Makes a yummy loaf which toasts well or good rolls.

Stumbled In Visitor
Guest





PostPosted: Fri Mar 11, 05 4:17 pm    Post subject: Julie's Crispbread recipe Reply with quote
    

Hello, I stumbled across your lovely forum this morning while looking for a crispbread recipe to replace my beloved Onion Kavli, which I can no longer get here in Florida.

Miss Julie, I was wondering if I could repost your recipe on www.recipezaar.com? It's an online repository of recipes, and I'd like to post it there, as it's where I keep my other recipes. My name there is Amy, Ellie's Mommie, if you'd like to look at my few recipes I've sumbitted.

Also, how many crispbreads does this make?

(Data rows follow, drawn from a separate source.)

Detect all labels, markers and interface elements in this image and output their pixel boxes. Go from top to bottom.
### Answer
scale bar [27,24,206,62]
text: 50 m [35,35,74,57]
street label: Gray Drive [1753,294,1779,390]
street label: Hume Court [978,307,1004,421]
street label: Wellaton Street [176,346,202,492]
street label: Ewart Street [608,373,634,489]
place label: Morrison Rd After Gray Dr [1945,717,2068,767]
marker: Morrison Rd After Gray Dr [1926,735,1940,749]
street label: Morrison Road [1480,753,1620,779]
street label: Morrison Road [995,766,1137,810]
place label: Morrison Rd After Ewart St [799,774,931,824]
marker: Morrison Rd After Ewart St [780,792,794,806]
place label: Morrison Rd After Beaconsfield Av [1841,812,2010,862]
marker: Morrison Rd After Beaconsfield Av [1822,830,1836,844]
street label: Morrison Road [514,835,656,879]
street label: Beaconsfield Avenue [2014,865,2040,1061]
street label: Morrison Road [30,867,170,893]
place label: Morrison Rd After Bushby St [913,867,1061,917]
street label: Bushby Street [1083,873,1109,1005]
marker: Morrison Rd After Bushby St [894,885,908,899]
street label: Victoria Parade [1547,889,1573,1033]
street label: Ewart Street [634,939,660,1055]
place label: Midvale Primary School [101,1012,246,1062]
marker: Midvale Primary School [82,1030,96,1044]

Sorry to intrude like this, but I'm so happy to have found a thin and crispy recipe!!

Amy in Florida

Mrs Fiddlesticks



Joined: 02 Nov 2004
Posts: 10460

PostPosted: Fri Mar 11, 05 5:16 pm    Post subject: Reply with quote
    

Hi Stumbled in Visitor - I don't see why you can't borrow the recipe! What a nice site you have! I've just had a quick look.

We have a recipe resouce here that has some good things on it too!

I think the recipe makes about 18 crispbreads but it depends on how you cut them out. Bigger is going to make less etc.